Dataset Start Marker

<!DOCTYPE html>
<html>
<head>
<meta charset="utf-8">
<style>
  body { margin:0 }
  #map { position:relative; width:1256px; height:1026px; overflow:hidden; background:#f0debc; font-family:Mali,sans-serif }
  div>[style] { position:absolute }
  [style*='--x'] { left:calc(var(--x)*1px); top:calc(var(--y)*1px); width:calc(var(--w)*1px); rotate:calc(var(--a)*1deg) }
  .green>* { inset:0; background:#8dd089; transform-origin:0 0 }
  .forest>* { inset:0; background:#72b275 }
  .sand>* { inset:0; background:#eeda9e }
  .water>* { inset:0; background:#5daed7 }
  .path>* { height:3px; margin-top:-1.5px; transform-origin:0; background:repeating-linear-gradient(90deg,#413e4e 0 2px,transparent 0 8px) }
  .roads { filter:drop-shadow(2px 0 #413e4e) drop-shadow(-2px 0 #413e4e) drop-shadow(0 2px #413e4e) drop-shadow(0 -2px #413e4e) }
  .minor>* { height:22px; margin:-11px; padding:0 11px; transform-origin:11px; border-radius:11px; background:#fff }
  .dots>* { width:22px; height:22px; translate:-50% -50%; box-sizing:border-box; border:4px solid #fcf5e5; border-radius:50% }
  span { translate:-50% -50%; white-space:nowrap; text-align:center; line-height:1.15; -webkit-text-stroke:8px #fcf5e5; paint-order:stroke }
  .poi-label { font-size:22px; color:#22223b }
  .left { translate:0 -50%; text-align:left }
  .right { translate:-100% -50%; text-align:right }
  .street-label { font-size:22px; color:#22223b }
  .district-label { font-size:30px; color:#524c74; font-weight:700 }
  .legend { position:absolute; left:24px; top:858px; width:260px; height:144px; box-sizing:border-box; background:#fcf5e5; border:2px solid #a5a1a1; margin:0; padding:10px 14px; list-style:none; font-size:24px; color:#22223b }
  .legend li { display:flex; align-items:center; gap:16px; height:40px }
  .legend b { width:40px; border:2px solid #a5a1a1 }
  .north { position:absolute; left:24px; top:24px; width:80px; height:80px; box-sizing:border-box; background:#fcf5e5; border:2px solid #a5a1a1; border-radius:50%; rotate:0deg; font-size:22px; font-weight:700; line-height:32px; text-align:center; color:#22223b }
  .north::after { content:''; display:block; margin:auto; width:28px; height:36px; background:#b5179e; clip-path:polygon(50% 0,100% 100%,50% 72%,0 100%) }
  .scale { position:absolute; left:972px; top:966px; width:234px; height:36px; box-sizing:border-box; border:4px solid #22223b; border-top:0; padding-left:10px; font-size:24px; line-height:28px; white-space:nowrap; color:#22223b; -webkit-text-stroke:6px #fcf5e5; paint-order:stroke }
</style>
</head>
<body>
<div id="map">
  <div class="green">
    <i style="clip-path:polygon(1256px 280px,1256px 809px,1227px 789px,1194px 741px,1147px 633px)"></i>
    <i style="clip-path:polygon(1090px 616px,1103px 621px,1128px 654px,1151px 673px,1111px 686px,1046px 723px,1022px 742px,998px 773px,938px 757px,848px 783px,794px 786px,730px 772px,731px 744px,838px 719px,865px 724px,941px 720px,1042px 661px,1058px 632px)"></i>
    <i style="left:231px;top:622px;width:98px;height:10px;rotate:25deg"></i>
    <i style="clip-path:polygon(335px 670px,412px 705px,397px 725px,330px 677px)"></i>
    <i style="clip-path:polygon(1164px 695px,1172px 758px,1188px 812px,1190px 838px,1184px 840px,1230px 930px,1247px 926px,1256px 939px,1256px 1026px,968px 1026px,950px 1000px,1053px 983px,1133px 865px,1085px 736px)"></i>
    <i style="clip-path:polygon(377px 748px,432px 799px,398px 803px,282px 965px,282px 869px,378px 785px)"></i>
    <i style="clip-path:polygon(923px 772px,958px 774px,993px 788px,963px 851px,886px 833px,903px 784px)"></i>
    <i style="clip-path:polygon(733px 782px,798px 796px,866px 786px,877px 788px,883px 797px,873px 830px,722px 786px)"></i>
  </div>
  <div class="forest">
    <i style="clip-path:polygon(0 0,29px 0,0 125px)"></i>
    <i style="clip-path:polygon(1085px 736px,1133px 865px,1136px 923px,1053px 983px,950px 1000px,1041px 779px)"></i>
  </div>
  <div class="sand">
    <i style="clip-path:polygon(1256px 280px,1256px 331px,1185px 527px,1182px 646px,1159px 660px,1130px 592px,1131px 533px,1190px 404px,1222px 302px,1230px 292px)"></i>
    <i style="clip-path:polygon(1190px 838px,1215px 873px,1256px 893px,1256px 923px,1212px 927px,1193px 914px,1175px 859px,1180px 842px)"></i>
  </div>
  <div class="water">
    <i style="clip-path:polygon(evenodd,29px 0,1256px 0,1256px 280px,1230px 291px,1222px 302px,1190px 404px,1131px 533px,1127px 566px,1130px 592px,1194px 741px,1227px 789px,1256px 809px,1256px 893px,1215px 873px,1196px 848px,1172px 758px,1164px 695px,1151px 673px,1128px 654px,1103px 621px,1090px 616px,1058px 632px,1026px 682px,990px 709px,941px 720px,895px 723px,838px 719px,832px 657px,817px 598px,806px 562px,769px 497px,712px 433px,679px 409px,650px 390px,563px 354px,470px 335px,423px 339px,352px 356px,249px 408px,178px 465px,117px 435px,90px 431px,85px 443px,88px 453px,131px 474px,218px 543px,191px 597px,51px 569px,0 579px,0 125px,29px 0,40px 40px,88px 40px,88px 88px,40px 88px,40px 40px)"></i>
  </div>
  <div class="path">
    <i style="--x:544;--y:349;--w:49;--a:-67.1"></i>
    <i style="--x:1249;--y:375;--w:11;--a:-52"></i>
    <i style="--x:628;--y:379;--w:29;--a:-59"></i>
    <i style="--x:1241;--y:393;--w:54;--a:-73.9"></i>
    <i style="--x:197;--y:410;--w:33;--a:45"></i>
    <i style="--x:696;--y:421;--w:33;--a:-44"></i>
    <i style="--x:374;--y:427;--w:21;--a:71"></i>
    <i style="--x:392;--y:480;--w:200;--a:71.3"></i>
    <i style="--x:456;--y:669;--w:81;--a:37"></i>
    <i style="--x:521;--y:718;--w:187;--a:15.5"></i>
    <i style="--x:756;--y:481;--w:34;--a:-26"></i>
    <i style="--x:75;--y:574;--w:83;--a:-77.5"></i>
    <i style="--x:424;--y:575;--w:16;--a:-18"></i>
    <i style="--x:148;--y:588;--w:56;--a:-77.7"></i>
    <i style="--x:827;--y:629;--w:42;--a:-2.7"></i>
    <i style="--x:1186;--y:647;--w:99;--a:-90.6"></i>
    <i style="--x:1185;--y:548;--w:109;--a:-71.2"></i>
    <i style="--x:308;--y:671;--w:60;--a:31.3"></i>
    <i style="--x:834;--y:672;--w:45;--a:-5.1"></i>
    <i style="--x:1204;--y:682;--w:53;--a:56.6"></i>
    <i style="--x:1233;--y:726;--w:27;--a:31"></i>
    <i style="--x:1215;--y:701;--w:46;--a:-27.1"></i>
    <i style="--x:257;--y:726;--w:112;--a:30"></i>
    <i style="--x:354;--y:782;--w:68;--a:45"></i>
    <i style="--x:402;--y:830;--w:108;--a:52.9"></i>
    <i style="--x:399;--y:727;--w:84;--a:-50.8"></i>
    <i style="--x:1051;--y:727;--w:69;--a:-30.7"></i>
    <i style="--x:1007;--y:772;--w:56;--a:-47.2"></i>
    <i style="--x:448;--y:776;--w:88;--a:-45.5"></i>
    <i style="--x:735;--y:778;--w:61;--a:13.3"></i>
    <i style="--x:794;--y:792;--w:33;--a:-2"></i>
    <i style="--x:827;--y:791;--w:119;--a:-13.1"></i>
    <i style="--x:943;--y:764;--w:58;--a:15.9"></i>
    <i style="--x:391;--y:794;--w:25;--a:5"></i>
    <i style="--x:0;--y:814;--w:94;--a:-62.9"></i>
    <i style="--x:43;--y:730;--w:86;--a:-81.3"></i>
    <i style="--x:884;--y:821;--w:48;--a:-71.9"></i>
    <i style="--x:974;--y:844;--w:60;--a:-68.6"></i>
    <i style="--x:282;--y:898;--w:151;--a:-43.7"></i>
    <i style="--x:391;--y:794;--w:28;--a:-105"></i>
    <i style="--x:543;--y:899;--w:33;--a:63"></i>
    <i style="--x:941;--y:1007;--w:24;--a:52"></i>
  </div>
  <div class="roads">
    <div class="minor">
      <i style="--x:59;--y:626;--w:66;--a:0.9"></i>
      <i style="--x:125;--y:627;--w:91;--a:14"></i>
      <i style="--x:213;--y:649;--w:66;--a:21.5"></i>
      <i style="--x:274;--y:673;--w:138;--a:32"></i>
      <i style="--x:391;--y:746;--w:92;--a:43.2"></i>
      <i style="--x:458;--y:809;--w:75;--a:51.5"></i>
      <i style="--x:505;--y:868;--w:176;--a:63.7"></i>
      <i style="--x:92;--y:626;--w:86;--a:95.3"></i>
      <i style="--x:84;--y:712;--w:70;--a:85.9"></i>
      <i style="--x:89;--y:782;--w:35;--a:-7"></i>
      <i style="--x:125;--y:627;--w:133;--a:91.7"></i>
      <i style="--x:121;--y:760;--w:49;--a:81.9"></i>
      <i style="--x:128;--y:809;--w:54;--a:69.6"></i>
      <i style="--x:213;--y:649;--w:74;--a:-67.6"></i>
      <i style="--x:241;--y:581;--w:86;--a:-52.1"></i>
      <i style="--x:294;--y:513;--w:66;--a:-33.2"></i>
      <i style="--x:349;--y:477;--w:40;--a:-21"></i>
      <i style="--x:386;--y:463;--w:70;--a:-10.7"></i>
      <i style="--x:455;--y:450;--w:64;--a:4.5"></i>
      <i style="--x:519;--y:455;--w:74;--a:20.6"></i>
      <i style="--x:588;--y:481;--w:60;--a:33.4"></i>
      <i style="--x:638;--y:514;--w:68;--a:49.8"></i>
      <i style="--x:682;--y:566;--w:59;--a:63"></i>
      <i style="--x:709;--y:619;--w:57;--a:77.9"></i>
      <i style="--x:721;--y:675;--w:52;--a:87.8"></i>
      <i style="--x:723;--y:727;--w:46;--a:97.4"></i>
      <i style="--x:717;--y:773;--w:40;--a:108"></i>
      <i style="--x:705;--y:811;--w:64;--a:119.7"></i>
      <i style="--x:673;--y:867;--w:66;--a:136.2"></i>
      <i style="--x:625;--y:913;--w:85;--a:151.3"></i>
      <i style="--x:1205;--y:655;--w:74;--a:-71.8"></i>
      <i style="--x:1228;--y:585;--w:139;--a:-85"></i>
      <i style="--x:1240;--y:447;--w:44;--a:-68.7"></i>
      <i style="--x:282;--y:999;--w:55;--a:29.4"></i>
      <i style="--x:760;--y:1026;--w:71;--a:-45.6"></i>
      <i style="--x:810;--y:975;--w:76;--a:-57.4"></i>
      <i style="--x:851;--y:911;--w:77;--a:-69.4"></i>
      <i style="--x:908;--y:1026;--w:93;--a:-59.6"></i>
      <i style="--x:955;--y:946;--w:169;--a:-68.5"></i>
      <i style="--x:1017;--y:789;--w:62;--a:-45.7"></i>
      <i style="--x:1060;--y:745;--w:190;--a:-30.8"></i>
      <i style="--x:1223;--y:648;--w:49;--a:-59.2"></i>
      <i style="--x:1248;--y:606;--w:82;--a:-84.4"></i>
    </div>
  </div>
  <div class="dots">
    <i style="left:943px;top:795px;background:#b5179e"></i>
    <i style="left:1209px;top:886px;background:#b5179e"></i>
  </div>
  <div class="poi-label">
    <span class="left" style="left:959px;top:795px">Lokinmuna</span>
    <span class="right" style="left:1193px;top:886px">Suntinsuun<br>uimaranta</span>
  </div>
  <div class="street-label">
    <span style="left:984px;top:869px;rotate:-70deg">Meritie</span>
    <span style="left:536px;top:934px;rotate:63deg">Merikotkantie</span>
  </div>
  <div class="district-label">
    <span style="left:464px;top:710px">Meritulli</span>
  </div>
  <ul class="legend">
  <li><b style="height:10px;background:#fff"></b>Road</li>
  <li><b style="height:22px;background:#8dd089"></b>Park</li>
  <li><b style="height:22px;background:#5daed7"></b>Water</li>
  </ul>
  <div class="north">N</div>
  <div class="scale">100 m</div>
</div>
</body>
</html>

Dataset End Marker

◆ What the exercise asks ◆
Report each line of the listing above that uses the word "label".

◆ Task response ◆
  .poi-label { font-size:22px; color:#22223b }
  .street-label { font-size:22px; color:#22223b }
  .district-label { font-size:30px; color:#524c74; font-weight:700 }
  <div class="poi-label">
  <div class="street-label">
  <div class="district-label">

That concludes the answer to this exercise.